*** Opening DATA FOR PROCESSING ***

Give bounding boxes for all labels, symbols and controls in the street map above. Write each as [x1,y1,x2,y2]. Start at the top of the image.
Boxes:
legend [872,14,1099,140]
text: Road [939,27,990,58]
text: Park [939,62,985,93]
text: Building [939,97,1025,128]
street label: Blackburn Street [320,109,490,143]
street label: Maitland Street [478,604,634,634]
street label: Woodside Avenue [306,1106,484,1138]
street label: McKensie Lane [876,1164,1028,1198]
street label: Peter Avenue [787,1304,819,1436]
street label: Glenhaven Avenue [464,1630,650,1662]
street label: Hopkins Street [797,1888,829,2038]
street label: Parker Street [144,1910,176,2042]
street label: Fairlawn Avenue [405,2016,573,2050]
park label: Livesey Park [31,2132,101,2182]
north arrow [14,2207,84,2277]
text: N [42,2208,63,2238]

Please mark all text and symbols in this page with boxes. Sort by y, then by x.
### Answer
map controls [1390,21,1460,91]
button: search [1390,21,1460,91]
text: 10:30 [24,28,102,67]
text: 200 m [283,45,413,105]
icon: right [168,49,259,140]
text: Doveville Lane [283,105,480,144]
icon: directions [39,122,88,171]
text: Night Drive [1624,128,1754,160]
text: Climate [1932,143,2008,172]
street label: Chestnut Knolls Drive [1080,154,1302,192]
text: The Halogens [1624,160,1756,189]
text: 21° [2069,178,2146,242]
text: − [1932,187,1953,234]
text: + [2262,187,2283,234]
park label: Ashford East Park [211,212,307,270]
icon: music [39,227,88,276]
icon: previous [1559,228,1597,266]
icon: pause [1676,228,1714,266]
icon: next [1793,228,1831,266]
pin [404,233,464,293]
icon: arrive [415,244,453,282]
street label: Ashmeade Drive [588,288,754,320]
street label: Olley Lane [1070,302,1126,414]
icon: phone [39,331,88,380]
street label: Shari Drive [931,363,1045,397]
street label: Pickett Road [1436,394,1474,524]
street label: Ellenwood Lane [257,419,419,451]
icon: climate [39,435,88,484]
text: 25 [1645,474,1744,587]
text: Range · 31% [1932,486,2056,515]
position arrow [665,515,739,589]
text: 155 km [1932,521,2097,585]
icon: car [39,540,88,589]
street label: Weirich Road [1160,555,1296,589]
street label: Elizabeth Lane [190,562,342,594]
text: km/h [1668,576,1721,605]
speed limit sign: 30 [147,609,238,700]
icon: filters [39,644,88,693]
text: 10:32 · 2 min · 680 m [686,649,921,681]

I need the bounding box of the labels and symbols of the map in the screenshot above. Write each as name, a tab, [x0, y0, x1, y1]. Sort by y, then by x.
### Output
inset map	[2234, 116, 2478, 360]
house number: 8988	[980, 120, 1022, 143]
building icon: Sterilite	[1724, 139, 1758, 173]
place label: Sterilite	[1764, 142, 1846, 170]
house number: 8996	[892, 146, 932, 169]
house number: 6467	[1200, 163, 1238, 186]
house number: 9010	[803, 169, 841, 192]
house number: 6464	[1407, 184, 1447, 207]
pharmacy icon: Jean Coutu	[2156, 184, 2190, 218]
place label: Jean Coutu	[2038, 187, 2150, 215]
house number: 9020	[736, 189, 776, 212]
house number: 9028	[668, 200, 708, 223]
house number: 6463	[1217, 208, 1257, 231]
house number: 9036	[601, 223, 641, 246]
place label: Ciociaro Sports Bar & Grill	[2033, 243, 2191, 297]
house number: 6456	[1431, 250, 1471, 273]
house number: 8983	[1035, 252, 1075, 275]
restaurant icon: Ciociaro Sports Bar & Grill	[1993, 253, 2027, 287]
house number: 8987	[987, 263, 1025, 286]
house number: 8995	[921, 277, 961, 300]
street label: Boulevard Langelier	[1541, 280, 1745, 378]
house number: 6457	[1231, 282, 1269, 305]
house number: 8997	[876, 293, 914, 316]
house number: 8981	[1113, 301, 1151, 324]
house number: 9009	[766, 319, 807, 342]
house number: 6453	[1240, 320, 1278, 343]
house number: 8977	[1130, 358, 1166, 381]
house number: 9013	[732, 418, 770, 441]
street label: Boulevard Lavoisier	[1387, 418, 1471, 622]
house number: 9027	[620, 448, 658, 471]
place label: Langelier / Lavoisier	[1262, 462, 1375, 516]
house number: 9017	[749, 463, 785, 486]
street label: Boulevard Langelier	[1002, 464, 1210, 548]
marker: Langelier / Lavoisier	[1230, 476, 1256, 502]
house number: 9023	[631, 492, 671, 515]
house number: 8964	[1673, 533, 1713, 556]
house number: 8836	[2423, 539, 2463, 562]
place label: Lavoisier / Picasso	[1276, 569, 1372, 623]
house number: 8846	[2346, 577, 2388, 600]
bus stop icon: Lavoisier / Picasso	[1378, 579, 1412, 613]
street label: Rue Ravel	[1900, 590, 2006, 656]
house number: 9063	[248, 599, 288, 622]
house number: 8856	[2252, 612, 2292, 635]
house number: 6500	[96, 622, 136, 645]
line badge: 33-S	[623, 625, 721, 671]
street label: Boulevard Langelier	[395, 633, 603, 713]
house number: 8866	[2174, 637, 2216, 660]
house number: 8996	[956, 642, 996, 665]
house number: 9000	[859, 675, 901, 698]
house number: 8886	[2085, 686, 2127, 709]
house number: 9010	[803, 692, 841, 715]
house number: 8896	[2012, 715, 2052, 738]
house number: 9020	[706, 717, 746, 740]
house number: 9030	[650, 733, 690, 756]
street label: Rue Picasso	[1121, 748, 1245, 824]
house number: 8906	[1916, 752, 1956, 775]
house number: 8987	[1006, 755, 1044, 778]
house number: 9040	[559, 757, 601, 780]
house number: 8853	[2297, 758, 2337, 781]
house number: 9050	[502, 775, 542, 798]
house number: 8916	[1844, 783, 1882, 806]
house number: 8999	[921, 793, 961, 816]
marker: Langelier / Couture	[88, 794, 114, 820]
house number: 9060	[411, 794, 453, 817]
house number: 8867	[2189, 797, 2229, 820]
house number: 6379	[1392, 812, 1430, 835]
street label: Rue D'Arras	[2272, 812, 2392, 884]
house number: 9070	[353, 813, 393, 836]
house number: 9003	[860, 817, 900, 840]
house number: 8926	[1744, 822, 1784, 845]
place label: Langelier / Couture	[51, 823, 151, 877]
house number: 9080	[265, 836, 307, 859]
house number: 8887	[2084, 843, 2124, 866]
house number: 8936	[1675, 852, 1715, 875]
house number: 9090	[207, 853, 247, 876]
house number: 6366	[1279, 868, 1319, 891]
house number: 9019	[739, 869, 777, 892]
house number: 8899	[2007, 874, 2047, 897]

*** Closing DATA FOR PROCESSING ***

**WHAT THE TASK REQUIRES**. Determine how many lines in the listing above hold "Drive". Give the number without any other words.

**FINISHED TASK**. 4